Le fossé entre droite et gauche se creuse sur la question du poids de l'Etat en France.
©Reuters

La mort du mamouth ?

Alors que le virage économique de François Hollande a été jugé "libéral" par de nombreux observateurs, les Français se sont eux progressivement convertis à la nécessité d'un État moins fort et de baisses de charges. Réalisant avant la majorité la nécessité de telles mesures, et ce malgré des clivages qui ont la peau dure.

Atlantico : Selon une enquête Ifop pour Atlantico publiée lundi 27 janvier, 52% des Français considèrent que les charges sont un "facteur déterminant" dans les difficultés de compétitivité que connaissent les entreprises françaises. C'est 8 points de plus qu'en novembre 2012, après l'annonce du CICE. Quel regard portez-vous sur cette évolution ? Les Français sont-ils en train de changer leur regard sur les entreprises ?

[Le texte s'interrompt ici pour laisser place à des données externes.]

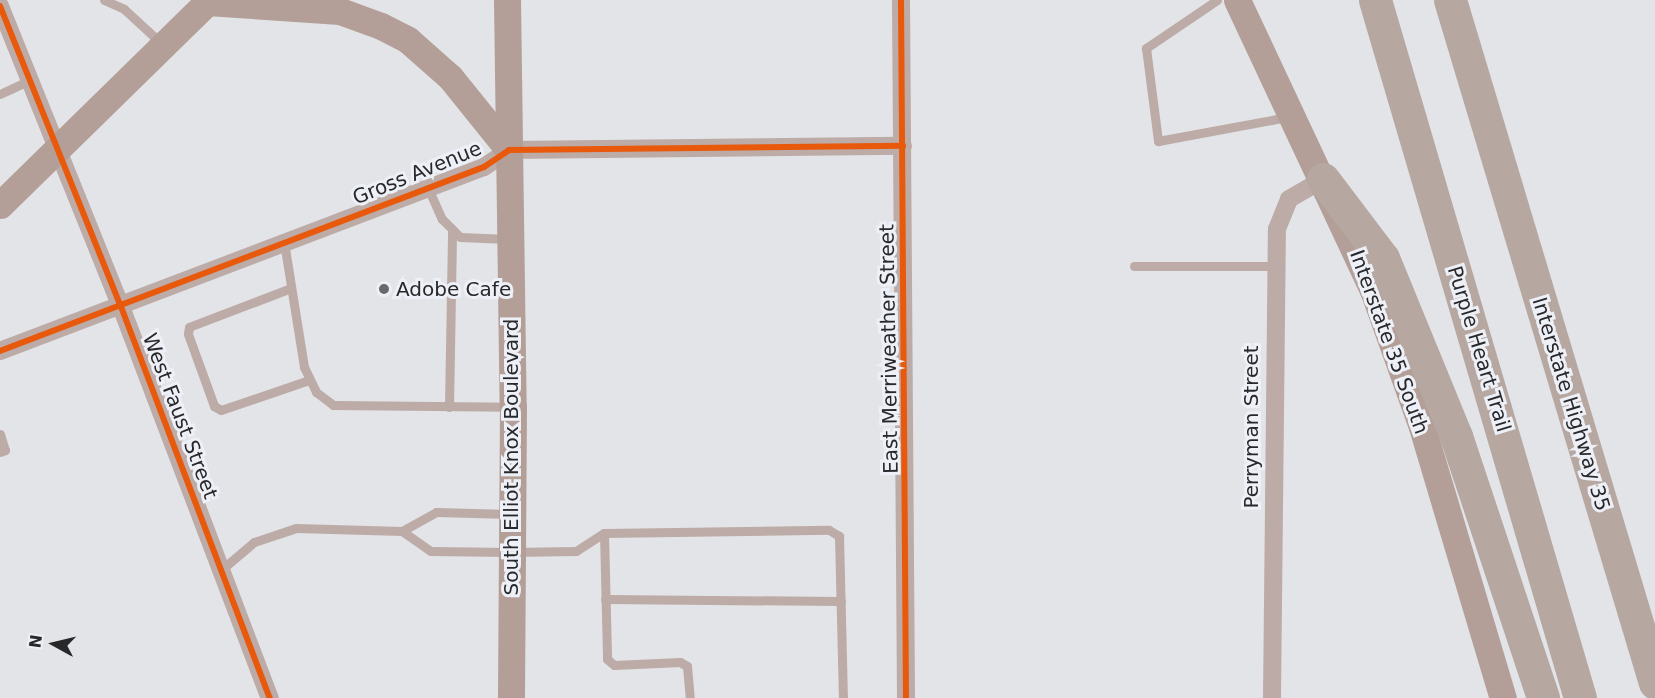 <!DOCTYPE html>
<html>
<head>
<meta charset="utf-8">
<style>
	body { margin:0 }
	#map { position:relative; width:1655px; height:698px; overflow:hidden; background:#e2e4e7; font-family:"DejaVu Sans",sans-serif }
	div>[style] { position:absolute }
	.lane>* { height:9px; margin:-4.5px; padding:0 4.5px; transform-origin:4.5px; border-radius:4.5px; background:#bcaba6 }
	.street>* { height:18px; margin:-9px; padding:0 9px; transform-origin:9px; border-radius:9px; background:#bcaba6 }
	.secondary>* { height:27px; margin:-13.5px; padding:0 13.5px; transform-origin:13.5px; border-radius:13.5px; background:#b39f98 }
	.highway>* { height:33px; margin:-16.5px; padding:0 16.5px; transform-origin:16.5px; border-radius:16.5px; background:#b6a7a1 }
	.cycleway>* { height:6px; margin:-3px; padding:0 3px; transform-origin:3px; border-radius:3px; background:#e8590c }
	.dots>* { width:16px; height:16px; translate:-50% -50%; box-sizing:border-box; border:3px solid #eef0f7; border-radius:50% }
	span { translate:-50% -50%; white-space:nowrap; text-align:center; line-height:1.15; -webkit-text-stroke:6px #eef0f7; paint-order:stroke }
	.street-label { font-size:20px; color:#28282b }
	.poi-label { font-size:20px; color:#28282b }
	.left { translate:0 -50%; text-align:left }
	.north { position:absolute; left:24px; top:614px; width:60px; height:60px; -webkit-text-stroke:4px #eef0f7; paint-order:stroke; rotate:278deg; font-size:16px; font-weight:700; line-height:24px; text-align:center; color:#28282b }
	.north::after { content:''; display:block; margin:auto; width:21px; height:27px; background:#28282b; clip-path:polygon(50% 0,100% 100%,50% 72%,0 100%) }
</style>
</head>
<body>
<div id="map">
	<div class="lane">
		<i style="left:104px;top:0;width:22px;rotate:24deg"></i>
		<i style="left:124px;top:9px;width:50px;rotate:42.6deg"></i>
		<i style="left:1217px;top:0;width:86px;rotate:145.9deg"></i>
		<i style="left:1146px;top:48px;width:94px;rotate:82.6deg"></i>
		<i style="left:1158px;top:141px;width:132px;rotate:-10.5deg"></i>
		<i style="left:0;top:94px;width:33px;rotate:-25deg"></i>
		<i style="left:428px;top:188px;width:34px;rotate:66deg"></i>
		<i style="left:442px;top:219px;width:25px;rotate:45deg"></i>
		<i style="left:460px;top:237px;width:48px;rotate:2.4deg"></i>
		<i style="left:284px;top:242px;width:127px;rotate:80.9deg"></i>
		<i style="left:304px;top:367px;width:28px;rotate:64deg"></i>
		<i style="left:316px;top:392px;width:21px;rotate:37deg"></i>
		<i style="left:333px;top:405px;width:178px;rotate:0.6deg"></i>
		<i style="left:1134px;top:266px;width:141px"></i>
		<i style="left:291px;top:288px;width:109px;rotate:159.1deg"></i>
		<i style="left:189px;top:327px;width:7px;rotate:98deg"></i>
		<i style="left:188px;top:334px;width:77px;rotate:70.1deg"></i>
		<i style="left:214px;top:406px;width:8px;rotate:30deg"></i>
		<i style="left:221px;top:410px;width:93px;rotate:-18.8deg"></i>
		<i style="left:449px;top:407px;width:178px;rotate:-89deg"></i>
		<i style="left:0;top:434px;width:17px;rotate:73deg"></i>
		<i style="left:5px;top:450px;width:5px;rotate:158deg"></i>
		<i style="left:402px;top:531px;width:35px;rotate:35deg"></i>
		<i style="left:431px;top:551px;width:80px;rotate:0.7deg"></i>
		<i style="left:511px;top:552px;width:65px;rotate:-0.9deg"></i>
		<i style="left:576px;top:551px;width:33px;rotate:-33deg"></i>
		<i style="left:604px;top:533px;width:225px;rotate:-0.8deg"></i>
		<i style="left:829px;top:530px;width:12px;rotate:31deg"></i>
		<i style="left:839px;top:536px;width:162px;rotate:88.6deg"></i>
		<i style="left:604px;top:533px;width:126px;rotate:88.6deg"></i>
		<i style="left:607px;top:659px;width:9px;rotate:41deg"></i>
		<i style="left:614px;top:665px;width:66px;rotate:-2.6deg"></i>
		<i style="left:680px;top:662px;width:8px;rotate:30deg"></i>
		<i style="left:687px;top:666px;width:32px;rotate:85deg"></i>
		<i style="left:221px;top:570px;width:43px;rotate:-40.3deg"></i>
		<i style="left:254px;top:542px;width:44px;rotate:-18.4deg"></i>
		<i style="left:296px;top:528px;width:106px;rotate:1.6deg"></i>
		<i style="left:402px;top:531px;width:39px;rotate:-29deg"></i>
		<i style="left:436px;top:512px;width:74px;rotate:1.5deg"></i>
		<i style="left:605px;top:599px;width:236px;rotate:0.5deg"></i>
	</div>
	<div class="street">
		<i style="left:901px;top:0;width:698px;rotate:89.59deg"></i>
		<i style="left:0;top:6px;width:321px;rotate:68.1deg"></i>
		<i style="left:120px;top:304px;width:422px;rotate:69.2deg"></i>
		<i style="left:0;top:351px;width:518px;rotate:-20.82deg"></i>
		<i style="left:484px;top:167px;width:30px;rotate:-34deg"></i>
		<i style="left:509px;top:150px;width:394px;rotate:-0.6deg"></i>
		<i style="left:1272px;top:698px;width:469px;rotate:-89.4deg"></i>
		<i style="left:1277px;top:229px;width:32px;rotate:-68deg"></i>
		<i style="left:1289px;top:199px;width:39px;rotate:-30deg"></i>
	</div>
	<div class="secondary">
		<i style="left:507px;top:0;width:407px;rotate:89.2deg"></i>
		<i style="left:513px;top:407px;width:291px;rotate:90.4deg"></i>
		<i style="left:1237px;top:0;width:320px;rotate:64.9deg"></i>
		<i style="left:1373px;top:290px;width:145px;rotate:70.3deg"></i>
		<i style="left:1422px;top:427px;width:283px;rotate:73.4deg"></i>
		<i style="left:207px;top:2px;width:133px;rotate:3.9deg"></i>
		<i style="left:340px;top:11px;width:44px;rotate:20.1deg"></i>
		<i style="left:381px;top:26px;width:30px;rotate:27deg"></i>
		<i style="left:408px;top:40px;width:56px;rotate:41.4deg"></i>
		<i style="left:450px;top:77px;width:94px;rotate:51.1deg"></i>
		<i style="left:0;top:205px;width:293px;rotate:-44.4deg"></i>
	</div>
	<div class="highway">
		<i style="left:1375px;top:0;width:727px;rotate:73.63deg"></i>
		<i style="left:1450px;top:0;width:713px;rotate:73.29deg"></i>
		<i style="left:1323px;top:179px;width:99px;rotate:52.8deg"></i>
		<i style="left:1383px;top:258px;width:192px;rotate:67.7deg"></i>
		<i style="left:1456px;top:436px;width:276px;rotate:71.6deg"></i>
	</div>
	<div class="cycleway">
		<i style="left:901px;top:0;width:698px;rotate:89.59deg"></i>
		<i style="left:0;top:6px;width:321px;rotate:68.1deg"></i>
		<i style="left:120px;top:304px;width:422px;rotate:69.2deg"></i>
		<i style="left:0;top:351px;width:518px;rotate:-20.82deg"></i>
		<i style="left:484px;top:167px;width:30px;rotate:-34deg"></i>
		<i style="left:509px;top:150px;width:394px;rotate:-0.6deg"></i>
	</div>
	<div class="dots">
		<i style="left:384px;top:289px;background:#696a6d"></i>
	</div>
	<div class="street-label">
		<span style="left:417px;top:173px;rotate:-22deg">Gross Avenue</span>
		<span style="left:1389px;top:342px;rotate:70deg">Interstate 35 South</span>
		<span style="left:889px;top:349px;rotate:-91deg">East Merriweather Street</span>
		<span style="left:1479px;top:349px;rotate:73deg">Purple Heart Trail</span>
		<span style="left:1571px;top:404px;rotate:73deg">Interstate Highway 35</span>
		<span style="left:180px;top:416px;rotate:69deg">West Faust Street</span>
		<span style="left:1251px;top:427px;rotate:-90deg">Perryman Street</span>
		<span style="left:511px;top:457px;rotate:-90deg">South Elliot Knox Boulevard</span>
	</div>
	<div class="poi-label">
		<span class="left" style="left:396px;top:289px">Adobe Cafe</span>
	</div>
	<div class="north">N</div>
</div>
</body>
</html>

Jérôme Fourquet : Si on part de l'enquête précédente, cette analyse est intéressante parce qu'elle pose la question de la compétitivité/prix et du coût du travail. Cela avait été un thème de la dernière campagne présidentielle. La droite en avait fait l'un de ses chevaux de bataille tandis que la gauche estimait que ce n'était pas l'unique facteur à prendre en compte. En novembre 2012, lors de l'annonce du CICE, après la remise du rapport Gallois qui pointait ce problème de compétitivité/prix, il y avait une quasi parité entre ceux qui considéraient que c'est un facteur déterminant (44%) et ceux qui estimaient qu'il est important mais pas essentiel (49%). L'opinion était relativement partagée.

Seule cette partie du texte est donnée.